= President Street Power Station, Johannesburg =

Retired power plant in South Africa

President Street Power Station, Johannesburg was an early 20th-century power station in Johannesburg, South Africa.

When the President Street Power Station was constructed, supply tenders were invited. Although the cheapest was for a steam driven plant, consultants recommended a gas engine scheme which promised sufficient savings in fuel consumption to recover the increased capital cost within a few years.

The estimated power needed by Johannesburg, almost 10 MW, required gas engines bigger than any previously built. Mordey & Dawbarn, the consulting engineers, recommended the following supplies, which were adopted by the municipality:
1. 500/600 volts DC (negative earthed) for the Johannesburg tramways.
2. 460/520 volts DC for a 230+230 volt 3 wire distribution with earthed centre to provide power and light for the city centre.
3. 3,000 volt 2-phase 50 Hz AC for transmitting power to outlying districts and to supply motor converters for distant DC tramway feeds.

Stewart and Company, the Scottish contractors, supplied untested and experimental engines.
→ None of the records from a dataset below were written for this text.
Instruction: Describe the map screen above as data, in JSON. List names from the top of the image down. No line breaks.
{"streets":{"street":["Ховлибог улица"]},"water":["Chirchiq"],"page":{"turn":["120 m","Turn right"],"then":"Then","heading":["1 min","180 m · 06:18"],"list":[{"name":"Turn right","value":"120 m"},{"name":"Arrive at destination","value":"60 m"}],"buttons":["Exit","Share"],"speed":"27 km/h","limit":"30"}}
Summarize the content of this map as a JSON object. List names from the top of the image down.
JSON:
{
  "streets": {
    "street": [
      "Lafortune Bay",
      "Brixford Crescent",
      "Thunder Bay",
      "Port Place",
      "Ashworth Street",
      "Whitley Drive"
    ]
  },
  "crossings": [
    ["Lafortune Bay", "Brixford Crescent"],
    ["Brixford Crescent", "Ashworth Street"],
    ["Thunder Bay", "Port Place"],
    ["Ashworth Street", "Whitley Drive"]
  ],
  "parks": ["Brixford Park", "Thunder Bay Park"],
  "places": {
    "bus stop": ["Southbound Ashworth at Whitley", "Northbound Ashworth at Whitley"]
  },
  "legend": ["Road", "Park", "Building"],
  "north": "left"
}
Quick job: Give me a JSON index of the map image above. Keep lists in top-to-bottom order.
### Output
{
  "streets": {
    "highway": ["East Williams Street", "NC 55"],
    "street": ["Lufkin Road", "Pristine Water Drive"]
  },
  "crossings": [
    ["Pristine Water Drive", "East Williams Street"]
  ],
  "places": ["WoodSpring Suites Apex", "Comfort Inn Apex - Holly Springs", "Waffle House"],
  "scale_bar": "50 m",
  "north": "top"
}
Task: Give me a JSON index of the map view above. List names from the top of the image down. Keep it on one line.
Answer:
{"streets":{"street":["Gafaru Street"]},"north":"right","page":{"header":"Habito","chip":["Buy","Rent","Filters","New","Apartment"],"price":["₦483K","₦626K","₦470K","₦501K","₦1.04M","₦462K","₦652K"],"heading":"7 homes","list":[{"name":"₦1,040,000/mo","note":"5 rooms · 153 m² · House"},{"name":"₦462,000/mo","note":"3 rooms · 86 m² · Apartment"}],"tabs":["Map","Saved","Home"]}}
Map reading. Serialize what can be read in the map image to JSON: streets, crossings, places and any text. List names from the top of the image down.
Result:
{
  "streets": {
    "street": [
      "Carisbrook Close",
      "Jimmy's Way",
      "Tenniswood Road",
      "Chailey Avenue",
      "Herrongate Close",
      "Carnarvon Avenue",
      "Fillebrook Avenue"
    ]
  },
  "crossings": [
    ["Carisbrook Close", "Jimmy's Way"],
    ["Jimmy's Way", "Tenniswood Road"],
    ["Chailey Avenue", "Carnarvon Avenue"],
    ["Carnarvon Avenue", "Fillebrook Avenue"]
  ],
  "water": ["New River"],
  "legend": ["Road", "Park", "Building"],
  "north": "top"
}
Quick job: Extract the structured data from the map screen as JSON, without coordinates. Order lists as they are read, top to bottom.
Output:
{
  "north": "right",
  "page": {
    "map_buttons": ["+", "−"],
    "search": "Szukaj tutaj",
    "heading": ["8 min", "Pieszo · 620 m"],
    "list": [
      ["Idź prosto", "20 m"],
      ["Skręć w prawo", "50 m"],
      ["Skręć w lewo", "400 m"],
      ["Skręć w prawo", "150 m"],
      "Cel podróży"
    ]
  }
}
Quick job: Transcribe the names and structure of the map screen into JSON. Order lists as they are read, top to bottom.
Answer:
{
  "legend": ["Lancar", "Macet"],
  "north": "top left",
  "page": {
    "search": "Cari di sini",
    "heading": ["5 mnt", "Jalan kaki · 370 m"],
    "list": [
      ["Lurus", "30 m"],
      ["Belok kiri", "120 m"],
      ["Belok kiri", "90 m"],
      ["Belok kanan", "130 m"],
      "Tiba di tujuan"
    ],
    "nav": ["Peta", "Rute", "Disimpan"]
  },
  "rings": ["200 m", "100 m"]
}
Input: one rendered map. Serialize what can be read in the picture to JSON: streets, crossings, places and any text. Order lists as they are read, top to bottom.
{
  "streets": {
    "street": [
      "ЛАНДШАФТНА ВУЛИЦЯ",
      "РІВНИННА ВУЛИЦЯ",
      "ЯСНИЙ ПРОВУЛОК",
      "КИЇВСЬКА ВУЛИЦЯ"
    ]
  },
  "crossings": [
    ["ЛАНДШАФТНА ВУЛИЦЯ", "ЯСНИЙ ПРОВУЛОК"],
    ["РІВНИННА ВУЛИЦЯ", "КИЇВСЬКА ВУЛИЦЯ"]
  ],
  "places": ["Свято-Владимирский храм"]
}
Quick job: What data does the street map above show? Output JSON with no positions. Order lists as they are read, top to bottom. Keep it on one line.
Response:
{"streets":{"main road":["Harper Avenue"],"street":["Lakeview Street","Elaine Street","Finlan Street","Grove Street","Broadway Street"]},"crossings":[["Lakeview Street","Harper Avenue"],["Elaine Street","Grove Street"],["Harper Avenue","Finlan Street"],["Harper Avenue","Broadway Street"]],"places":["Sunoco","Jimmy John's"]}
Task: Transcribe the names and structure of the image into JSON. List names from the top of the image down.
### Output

There had been a history of costly failure of gas engines in the UK linked to the problem of breakdowns caused by the impurities in bituminous coal. Apparently no one had checked before starting on the scheme whether the bituminous coal to be used in the gas producers was suitable for the installation. Within months the engines ran into serious problems. New engines and producer plant proved unreliable and expensive to operate and there were heavy maintenance costs.

An explosion in the boiler house in March 1907 led to the entire installation being shut down in May 1907. By mid-1907 the city council rejected the whole scheme and instituted legal proceedings against the suppliers to recover their losses.